Address: 53, Market Street, Chorley
|The Waterloo Tavern on Market Street 1900's|
The Waterloo Tavern was one of Chorley's oldest taverns before it was demolished in the late 1900's to make way for new town centre development, which took the form of the Halifax Building Society. It first appeared in directories as early as 1793 and in the early 1800's was in the hands of the Catterall family, who owned and ran the Leicester Mill Quarries up at Anglezarke near Rivington (now a venue for serious rock climbers). During this time it was also known as "The Ship" on some directory records.

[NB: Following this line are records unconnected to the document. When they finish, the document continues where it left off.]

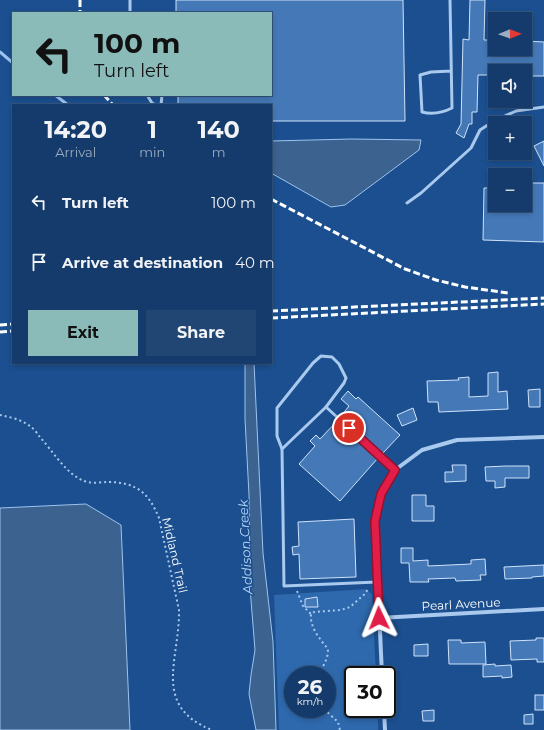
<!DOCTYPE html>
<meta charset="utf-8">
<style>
:root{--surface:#143b6b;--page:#214673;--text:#f1f3f6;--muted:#9dadc1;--line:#33557e;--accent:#8bbbb9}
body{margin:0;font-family:Montserrat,sans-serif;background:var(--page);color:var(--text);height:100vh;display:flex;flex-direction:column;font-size:15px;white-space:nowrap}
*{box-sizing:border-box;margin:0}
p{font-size:13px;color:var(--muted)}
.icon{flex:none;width:22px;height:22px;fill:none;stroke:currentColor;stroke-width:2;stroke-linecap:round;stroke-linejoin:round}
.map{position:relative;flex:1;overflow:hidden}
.drawer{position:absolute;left:12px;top:104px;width:260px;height:260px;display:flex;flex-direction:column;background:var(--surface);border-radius:0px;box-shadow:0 2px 6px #0003,0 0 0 1px var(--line)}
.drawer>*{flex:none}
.hud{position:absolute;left:12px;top:12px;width:260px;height:84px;border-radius:0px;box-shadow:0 2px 6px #0003,0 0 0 1px var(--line);background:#8bbbb9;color:#111;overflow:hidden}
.needle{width:26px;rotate:89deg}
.buttons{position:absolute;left:488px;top:12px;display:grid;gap:8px}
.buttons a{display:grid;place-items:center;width:44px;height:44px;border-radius:0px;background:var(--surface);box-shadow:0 2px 6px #0003,0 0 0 1px var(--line);font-size:20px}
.speed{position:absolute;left:284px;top:666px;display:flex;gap:8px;font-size:20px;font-weight:700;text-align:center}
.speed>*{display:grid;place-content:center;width:52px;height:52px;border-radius:50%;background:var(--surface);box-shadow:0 2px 6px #0003,0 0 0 1px var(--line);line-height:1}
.speed small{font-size:10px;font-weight:400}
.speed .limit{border:2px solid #111;border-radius:6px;background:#fff;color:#111}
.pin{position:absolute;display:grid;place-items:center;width:34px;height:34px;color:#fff;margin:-17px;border:2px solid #fff;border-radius:50%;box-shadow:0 1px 4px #0007}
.me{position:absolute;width:44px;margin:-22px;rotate:358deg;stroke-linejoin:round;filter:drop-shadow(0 0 3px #0008)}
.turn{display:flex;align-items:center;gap:14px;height:84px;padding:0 16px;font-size:18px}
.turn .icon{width:52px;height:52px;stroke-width:2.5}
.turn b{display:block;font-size:28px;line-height:34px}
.eta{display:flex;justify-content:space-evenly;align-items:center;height:68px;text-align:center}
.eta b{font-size:24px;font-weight:700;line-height:28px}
.button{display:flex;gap:8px;margin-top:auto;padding:8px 16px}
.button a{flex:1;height:46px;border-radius:0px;background:var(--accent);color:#111;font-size:16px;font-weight:700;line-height:46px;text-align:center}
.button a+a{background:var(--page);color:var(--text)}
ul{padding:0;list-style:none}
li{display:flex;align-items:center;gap:12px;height:60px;padding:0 16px}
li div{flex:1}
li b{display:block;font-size:15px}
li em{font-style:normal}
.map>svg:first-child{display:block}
</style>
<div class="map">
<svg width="544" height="730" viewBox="0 0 544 730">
<rect width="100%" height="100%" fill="#1b4f8f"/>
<path fill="#2e69ad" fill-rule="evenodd" d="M 367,589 L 372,595 L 376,675 L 353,675 L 353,709 L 378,709 L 378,730 L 279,730 L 274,595 ZM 293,675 L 327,675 L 327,709 L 293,709 Z"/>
<g fill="#3c6290" stroke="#9cc4f0">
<polygon points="352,139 421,140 419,150 345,205 331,207 271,173 271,141"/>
<polygon points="245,363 254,363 263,553 273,642 276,730 256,730 249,694 251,675 255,650 250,588 249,495 245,419"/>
<polygon points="86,504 121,525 130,730 0,730 0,508"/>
</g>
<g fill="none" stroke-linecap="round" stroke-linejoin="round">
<g stroke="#9cc4f0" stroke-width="3">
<polyline points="0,52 13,63"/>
<polyline points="55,95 68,105"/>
</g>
</g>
<g fill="#4478b7" stroke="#cfe3fa">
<polygon points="176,0 403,0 405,121 271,121 271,105 178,105 178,95 271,95 271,13 176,13"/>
<polygon points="470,0 485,0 484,40 495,40 495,49 525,49 525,41 544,42 544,76 525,76 525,71 495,71 495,75 478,75 477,112 472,112 472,124 469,124 464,138 456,133 461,124 463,39 469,40"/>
<polygon points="544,141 544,166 534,146"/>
<polygon points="525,183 544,183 544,242 483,240 484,188 495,188 495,205 525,205"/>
<polygon points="498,372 498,392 507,391 508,409 439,412 438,402 428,402 427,381 459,380 458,378 469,377 469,397 488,396 488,373"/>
<polygon points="540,389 540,407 529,407 528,390"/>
<polygon points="348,391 356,399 358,397 400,435 382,454 341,416 349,406 341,399"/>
<polygon points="413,408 417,420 402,426 397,415"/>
<polygon points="337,421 378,458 340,501 299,464 315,446 310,441 316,435 320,439"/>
<polygon points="452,465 466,465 466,481 445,482 445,472 453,472"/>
<polygon points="506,466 529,466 529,478 505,478 505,487 495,488 495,481 486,481 485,467"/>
<polygon points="412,495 426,495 426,506 434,506 434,521 412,521"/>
<polygon points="354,519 356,577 300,579 299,554 293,555 292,547 299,546 298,522"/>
<polygon points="401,548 413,548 413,561 428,560 428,566 471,564 471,560 485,559 486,575 480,575 481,580 456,581 455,578 428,579 429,582 410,582 409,563 401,563"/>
<polygon points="544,565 544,576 532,577 532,578 505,579 504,567"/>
<polygon points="317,597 318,607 305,607 305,599"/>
<polygon points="536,638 544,638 544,662 537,662 537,659 511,660 510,641 536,640"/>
<polygon points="448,640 461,640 461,643 485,642 486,664 449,664"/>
<polygon points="428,644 428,656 414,656 414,645"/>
<polygon points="495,664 495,666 511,665 512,677 502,678 502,676 483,677 483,665"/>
<rect x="535" y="695" width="9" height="15"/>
<polygon points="434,710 434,721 423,721 422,711"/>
<polygon points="533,714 533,724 524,724 524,715"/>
</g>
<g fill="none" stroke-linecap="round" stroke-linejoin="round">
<g stroke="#a9c9ee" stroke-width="2" stroke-dasharray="2 3" stroke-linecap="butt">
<path d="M 0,415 C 10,417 23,420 31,427 C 34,429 37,433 39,436 C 52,450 66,474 84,481 C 92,484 101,482 108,482 C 136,482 149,493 159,518 L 179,610 C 180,659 151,706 212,730"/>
<polyline points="297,591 303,606 311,614"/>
<path d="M 319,675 C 322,667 328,659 328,651 C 327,646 323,644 321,640 C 315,633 310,623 311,614 L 314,612 L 341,610 L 350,607 L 366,593 L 368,588"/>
<polyline points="324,709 338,722 340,730"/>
</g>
<g stroke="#a9c9ee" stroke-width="3">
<polyline points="130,0 130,13"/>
<path d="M 450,0 L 452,108 C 442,113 433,115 422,112 L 420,75 L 431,72 L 451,71"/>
<polyline points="147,95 152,103 156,105"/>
<polyline points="161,105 162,95"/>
<polyline points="407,203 421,193 471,148 480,130 494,121 516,111 544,107"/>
<polyline points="282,449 277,436 277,408 313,363 321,356 332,357 339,364 346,378 344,383 326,407"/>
<polyline points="377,582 284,586 282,449 326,407 395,470"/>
</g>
<g stroke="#a9c9ee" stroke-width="4">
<polyline points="379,618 544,609"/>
<polyline points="382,675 375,521 381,494 395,470 422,450 457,440 544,437"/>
<polyline points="384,709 385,730"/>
</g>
<g stroke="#fff" stroke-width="3" stroke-dasharray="7 3" stroke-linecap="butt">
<polyline points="80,0 80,13"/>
<polyline points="104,95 113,105"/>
<polyline points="271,199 405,269 436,280 465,287 508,293"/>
<polyline points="271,311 544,298"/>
<polyline points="271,318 544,304"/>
<polyline points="0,325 13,324"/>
<polyline points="0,332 13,331"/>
</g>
</g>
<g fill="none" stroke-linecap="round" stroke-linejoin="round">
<defs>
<polyline id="route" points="349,428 395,470 381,494 375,521 379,618"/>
</defs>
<use href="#route" stroke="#92132f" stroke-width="10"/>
<use href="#route" stroke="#e11d48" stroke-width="7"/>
</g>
<g text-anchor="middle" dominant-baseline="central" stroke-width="3" stroke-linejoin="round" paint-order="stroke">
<g font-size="12" fill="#fff" stroke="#1b4f8f">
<text transform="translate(175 555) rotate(77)">Midland Trail</text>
<text transform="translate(461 604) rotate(-3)">Pearl Avenue</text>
</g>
<g font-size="13" font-style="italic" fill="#b5d3f5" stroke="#1b4f8f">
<text transform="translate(245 547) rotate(-93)">Addison Creek</text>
</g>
</g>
</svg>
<div class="buttons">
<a><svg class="needle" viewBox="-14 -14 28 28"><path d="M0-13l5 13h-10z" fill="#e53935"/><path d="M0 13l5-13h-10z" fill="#9dadc1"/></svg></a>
<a><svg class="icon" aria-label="sound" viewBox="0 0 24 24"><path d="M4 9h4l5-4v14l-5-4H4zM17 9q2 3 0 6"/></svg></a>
<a>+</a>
<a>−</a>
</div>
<div class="speed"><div>26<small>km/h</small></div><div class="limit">30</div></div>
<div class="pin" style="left:349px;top:428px;background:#d93025"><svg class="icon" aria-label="arrive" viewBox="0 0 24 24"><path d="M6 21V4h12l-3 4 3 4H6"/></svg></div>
<svg class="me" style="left:379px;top:618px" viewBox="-20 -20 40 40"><path d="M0-17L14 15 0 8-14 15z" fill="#e11d48" stroke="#fff" stroke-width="4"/></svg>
<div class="hud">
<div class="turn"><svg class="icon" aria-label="left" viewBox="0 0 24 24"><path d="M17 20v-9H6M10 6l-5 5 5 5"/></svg><div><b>100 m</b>Turn left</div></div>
</div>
<section class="drawer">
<div class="eta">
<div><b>14:20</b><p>Arrival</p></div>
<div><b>1</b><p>min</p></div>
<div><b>140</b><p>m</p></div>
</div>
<ul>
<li><svg class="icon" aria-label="left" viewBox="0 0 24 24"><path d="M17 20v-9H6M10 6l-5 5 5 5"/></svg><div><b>Turn left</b></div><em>100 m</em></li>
<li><svg class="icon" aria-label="arrive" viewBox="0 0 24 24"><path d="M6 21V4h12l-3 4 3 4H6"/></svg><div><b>Arrive at destination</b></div><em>40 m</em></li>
</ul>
<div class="button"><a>Exit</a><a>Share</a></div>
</section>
</div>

|Preston Chronicle 17 November 1849|
Alice Catterall died in 1849 after being at the Waterloo for at least 25 years but even when Henry Brierley was the landlord in 1861 his wife was Ann Catterall so at what stage the family parted hands with the tavern is not clear.
|Manchester Courier and Lancashire General Advertiser 05 September 1829|
In the late 1800's and early 1900's it was owned by Matthew Brown's brewery in Blackburn serving their famous Lion Ales.
|Blackburn Standard 30 October 1875|
|Blackburn Standard 19 December 1896|
James Wilding was running the Waterloo in 1896 having previously been behind the bar at the Brooke's Arms aka White House on Brooke Street. By 1901 his son William Henry Wilding was running the Waterloo.